> Task instructions
If a line in the entries below contains "read", copy it.

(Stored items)
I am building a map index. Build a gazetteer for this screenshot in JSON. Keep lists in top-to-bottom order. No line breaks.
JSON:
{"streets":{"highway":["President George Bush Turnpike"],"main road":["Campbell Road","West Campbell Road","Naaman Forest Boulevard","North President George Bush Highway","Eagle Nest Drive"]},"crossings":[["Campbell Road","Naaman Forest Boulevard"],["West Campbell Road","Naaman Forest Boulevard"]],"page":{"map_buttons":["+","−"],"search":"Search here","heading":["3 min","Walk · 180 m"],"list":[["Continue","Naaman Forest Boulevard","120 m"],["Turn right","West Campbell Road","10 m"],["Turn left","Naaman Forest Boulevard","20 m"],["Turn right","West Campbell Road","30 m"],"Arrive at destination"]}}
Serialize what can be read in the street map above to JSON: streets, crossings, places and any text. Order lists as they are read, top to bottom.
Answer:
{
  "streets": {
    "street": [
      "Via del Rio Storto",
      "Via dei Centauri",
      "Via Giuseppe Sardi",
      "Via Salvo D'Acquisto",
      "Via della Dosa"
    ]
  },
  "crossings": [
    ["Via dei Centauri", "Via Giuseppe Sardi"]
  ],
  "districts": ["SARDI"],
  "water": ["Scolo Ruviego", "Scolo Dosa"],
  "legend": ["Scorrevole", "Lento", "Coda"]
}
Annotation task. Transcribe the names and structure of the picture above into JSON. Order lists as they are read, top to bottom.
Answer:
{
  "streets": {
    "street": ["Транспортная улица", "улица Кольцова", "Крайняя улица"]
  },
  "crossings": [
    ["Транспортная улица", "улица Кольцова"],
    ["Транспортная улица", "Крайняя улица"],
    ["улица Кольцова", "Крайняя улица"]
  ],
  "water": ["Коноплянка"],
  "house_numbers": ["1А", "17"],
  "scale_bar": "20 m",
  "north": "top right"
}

> Task result
Serialize what can be read in the street map above to JSON: streets, crossings, places and any text. Order lists as they are read, top to bottom.
Annotation task. Transcribe the names and structure of the picture above into JSON. Order lists as they are read, top to bottom.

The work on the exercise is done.